Venereal Disease Research Laboratory test

From Wikipedia, the free encyclopedia

The Venereal Disease Research Laboratory test (VDRL) is a nontreponemal serological screening for syphilis that is also used to assess response to therapy, to detect of CNS involvement, and as an aid in the diagnosis of congenital syphilis. The basis of the test is that an antibody produced by a patient with syphilis reacts with an extract of ox heart (diphosphatidyl glycerol). It therefore detects anti-cardiolipin antibodies (IgG, IgM or IgA). Many other conditions can produce false positive results, including some viruses (mononucleosis, hepatitis), drugs, rheumatic fever, rheumatoid arthritis, lupus, and leprosy. The syphilis anti-cardiolipin antibodies are beta-2 glycoprotein independent,[1] where as those that occur in the antiphospholipid antibody syndrome (associated to lupus for example) are beta-2 glycoprotein dependent, and this can be used to tell them apart in an ELISA assay.[2] This test is very useful as the trend of titres are correlated to disease activity (i.e. falling titres indicate successful treatment). It has a very good sensitivity for syphilis, except in late tertiary form.

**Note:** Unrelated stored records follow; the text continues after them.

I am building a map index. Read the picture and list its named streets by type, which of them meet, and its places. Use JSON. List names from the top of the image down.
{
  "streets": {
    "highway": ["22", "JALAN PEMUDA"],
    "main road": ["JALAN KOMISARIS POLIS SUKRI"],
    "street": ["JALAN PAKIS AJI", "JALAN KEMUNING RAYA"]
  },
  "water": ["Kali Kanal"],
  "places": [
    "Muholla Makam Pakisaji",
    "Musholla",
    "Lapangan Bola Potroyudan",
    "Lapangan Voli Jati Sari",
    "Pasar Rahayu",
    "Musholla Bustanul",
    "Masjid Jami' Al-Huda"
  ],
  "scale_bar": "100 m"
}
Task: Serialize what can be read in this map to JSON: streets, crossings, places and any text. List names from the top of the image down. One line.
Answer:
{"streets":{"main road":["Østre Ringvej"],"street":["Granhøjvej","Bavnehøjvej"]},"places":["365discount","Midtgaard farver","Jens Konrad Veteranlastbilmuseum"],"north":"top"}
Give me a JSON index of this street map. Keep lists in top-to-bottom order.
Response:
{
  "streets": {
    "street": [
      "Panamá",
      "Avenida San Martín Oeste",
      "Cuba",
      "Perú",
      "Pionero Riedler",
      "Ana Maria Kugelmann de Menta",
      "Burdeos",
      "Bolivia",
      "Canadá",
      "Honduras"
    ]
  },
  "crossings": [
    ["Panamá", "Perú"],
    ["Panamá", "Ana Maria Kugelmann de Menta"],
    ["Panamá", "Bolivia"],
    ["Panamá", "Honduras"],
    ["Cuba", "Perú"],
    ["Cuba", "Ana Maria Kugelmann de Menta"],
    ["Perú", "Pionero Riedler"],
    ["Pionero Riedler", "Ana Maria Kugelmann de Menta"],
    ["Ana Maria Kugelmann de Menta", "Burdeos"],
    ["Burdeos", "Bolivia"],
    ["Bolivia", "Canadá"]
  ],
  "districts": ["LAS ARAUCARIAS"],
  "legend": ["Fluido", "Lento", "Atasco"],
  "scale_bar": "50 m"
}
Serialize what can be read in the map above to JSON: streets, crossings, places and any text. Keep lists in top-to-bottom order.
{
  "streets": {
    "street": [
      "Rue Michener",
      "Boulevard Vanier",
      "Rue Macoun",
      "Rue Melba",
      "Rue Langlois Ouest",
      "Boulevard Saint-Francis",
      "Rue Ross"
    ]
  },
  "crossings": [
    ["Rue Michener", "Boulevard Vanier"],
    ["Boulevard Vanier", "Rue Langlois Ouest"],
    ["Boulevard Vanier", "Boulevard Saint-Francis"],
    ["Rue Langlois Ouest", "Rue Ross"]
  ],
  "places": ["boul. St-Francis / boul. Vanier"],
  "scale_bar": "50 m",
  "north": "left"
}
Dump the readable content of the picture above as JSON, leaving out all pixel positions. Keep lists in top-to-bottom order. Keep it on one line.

FTA-ABS is a far more specific test for syphilis and, in the presence of a positive VDRL test, indicates active infection.


[edit] References

  1. ^ Hunt JE, McNeil HP, Morgan GJ, Crameri RM, Krilis SA (1992). "A phospholipid-beta 2-glycoprotein I complex is an antigen for anticardiolipin antibodies occurring in autoimmune disease but not with infection". Lupus 1 (2): 75-81. doi:10.1177/096120339200100204. PMID 1301967. 
  2. ^ Kumar KS, Jyothy A, Prakash MS, Rani HS, Reddy PP (2002). "Beta2-glycoprotein I dependent anticardiolipin antibodies and lupus anticoagulant in patients with recurrent pregnancy loss". Journal of postgraduate medicine 48 (1): 5-10. PMID 12082318.